Friday, August 23, 2013

Fakhri Ridho Dhiyamatra (16713365), 23 Agustus 2013

Ga kerasa, sekarang udah tinggal 2 hari lagi OSKM-nya. Cepet banget rasanya. Perasaan tadi malem masih opening OSKM, sekarang udah mau closing aja.

Agenda hari ini adalah OSKM. Seluruh mahasiswa baru dimobilisasi untuk datang pada jam 5.50, tetapi kenyataanya banyak yang terlambat karena kondisi fisik yang semakin melemah dikarenakan rangkaian acara OSKM sejak seminggu yang lalu. Akumulasi capek membuat sebagian orang yang datang tepat waktu dengan jam yang sama ketika hari pertama pra-OSKM, datang terlambat.

Setelah berkumpul di depan perpustakaan, kamipun dimobilisasi ke area Lapangan Saraga. Disana kami mengikuti rangkaian acara OSKM. Dari yang “ancaman-ancaman” panitia OSKM, yang gak kuat boleh minggir, pengecekan spek yang tak pernah ada, ada beberapa kakak tingkat yang menyamar dan bergabung dengan kami untuk membuat kami depresi dan terkaget-kaget karena ada beberapa spek yang tak mungkin dengan alas an yang dibuat-buat dibawa olehnya serta  pengalaman senam pagi teraneh didunia.
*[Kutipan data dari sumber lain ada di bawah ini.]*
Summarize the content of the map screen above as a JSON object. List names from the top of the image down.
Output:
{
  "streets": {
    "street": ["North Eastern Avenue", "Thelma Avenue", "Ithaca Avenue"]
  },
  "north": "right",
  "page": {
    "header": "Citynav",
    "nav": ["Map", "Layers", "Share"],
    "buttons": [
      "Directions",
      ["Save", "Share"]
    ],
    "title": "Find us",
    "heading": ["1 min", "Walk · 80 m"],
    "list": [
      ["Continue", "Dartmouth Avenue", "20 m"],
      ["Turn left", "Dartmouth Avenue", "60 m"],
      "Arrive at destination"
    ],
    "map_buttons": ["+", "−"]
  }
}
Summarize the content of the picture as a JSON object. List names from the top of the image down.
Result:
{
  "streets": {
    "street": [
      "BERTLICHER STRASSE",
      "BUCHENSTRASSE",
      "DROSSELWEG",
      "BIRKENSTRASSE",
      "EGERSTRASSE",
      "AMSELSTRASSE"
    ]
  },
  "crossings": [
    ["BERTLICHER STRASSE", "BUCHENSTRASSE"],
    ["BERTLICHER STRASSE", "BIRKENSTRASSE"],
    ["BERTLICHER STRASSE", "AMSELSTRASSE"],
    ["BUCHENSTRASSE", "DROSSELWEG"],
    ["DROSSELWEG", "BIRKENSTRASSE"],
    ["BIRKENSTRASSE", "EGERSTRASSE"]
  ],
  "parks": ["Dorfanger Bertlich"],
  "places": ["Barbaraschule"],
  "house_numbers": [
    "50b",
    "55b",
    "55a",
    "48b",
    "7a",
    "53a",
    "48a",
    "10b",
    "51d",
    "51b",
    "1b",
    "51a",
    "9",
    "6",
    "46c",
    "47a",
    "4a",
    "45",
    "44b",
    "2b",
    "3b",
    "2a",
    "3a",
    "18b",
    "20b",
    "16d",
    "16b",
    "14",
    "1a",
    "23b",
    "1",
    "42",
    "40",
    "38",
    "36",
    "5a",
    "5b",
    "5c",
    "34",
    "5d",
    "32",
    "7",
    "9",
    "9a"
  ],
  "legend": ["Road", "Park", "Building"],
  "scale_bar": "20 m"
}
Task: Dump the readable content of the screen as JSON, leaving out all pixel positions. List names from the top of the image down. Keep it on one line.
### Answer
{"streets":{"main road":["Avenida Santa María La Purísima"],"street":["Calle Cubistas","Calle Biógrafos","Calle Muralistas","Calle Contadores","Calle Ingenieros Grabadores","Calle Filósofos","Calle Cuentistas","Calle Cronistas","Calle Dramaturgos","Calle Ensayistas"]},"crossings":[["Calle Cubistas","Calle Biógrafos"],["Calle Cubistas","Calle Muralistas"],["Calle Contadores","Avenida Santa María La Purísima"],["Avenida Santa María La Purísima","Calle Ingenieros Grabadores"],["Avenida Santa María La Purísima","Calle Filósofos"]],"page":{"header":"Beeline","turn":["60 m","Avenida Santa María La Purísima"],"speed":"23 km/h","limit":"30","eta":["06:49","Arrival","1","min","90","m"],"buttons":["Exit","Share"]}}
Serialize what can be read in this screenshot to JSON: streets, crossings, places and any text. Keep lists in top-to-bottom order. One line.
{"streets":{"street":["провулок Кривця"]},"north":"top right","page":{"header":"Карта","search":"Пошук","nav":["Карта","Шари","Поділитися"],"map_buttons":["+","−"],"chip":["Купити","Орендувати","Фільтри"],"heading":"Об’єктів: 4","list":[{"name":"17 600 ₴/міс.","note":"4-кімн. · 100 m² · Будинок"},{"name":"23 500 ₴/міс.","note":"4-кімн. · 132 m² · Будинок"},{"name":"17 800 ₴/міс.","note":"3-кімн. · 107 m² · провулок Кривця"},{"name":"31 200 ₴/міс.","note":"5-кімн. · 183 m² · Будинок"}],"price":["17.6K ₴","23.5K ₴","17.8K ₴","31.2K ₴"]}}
Tapi semua acara itu seru banget. Bikin yang tadinya mukanya suram karena datang terlambat jadi sumringah.

Kemudian, kami dimobilisasi ke Sabuga. Disana, kami mengikuti presentasi dari UPT K3L yang bertugas menjaga keamanan dan kebersihan lingkungan di ITB yang dilanjutkan dengan defile OHU yang menampilkan sedikit demo tentang 80 unit yang ada di ITB. Acara lanjutan dari defile OHU yaitu OHU akan diselenggarakan pada tanggal 1 September nanti.

Acara berikutnya, jengjengjeng, hadiah dari panitia OSKM buat maba. Apa hadiahnya? Hadiahnya adalah seminar dengan Bapak Gita Wirjawan, Menteri Perdagangan Republik Indonesia, Ibu Tri Mumpuni, Wanadri, dan Kak Saska dari Riset Indie yang dimoderatori oleh Kak Maria Selena, Putri Indonesia 2011 yang juga alumni ITB (yeeey).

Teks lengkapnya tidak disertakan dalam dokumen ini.